7 Machine-Readable Web Mistakes That Kill Your Results

The 7 Biggest Machine-Readable Web Mistakes

In this guide

The 7 Biggest Machine-Readable Web Mistakes
Mistake 1: Div-Soup Instead of Semantic HTML
Mistake 2: Missing or Invalid Structured Data
Mistake 3: Content Locked Inside Images or JavaScript
Mistake 4: Inconsistent Entity Names and References
Mistake 5: No Clear Heading Hierarchy
Mistake 6: Skipping Validation and Testing Tools
Mistake 7: Marking Up Content That Is Not Visible on the Page

The most damaging machine-readable web mistakes are using div-soup instead of semantic HTML, publishing invalid or missing structured data, locking content inside images or JavaScript, using inconsistent entity names, ignoring heading hierarchy, skipping validation tools, and marking up content that never appears on the page. Each mistake directly reduces how well search engines and AI systems can parse, trust, and surface your content.

Search engines have always been software parsing text. Now AI agents, large language models, and generative search surfaces are doing the same — except they go further, extracting entities, relationships, and factual claims from your pages to feed into answers and citations. If your pages are not structured for machines to read, you are invisible to a growing share of the web’s discovery layer.

These seven mistakes are not theoretical. Terry Samuels and the practitioners at Salterra University see them on client sites weekly — sites that wonder why their perfectly written content never ranks or gets cited by AI. Let’s go through each one, explain why it hurts, and show you the fix.

Mistake 1: Div-Soup Instead of Semantic HTML

The mistake: Wrapping every element in a generic <div> or <span> with no semantic meaning. Navigation built from divs. Articles wrapped in divs. Sidebars, footers, headers — all divs.

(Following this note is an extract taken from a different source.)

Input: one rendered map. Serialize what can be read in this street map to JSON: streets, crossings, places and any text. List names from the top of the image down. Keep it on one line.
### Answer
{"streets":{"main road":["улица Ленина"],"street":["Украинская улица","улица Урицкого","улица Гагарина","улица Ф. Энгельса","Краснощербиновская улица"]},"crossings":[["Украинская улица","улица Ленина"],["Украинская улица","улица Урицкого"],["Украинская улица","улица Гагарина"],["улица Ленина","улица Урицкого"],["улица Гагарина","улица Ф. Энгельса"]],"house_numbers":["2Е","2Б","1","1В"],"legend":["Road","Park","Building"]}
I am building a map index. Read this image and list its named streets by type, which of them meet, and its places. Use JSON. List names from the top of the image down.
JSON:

Why it hurts: When a crawler or language model processes your page, semantic elements carry meaning that divs do not. An <article> tag tells a parser “this is a self-contained piece of content.” A <nav> tag signals navigation to be skipped when extracting body content. A <main> tag identifies the primary content region. Without these signals, parsers have to guess — and they often guess wrong, pulling in boilerplate navigation text instead of your actual article, or failing to identify where the real content begins.

The fix: Audit your HTML output and replace meaningless wrapper divs with the correct semantic elements: <header>, <main>, <article>, <section>, <aside>, <nav>, <footer>. Use <figure> and <figcaption> for images with captions. Use <time datetime=””> for publication dates. The HTML5 element specification exists precisely so machines know what they are looking at.

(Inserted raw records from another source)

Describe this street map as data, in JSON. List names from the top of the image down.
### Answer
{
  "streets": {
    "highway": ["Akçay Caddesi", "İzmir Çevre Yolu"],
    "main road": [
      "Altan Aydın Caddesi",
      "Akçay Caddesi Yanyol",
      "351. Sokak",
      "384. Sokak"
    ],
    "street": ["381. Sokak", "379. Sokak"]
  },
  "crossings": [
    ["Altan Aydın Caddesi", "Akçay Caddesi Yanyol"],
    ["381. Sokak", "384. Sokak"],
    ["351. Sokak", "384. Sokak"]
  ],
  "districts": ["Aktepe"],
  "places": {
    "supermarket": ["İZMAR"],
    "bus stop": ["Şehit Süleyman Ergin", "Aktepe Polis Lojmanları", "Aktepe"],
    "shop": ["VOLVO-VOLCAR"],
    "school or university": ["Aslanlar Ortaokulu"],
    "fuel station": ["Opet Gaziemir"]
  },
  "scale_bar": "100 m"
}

Mistake 2: Missing or Invalid Structured Data

The mistake: Publishing pages with no schema.org markup at all, or copy-pasting JSON-LD snippets that contain errors, outdated properties, or mismatched types.

Why it hurts: Structured data is the fastest and most explicit way to communicate factual claims to machines. A valid Article schema with a named author and datePublished helps Google confirm your E-E-A-T signals. A FAQPage schema makes your questions eligible for featured placements. Invalid markup — unclosed brackets, wrong property names, required fields left blank — gets silently ignored by parsers. You put in the work and get none of the benefit.

The fix: Implement structured data for every major content type on your site: Article (or BlogPosting) for editorial content, BreadcrumbList for navigation context, Organization and Person on your About page, FAQPage where appropriate. After implementing, run every page through Google’s Rich Results Test and Schema Markup Validator. Fix every error before publishing. Treat structured data like code — it either works or it does not.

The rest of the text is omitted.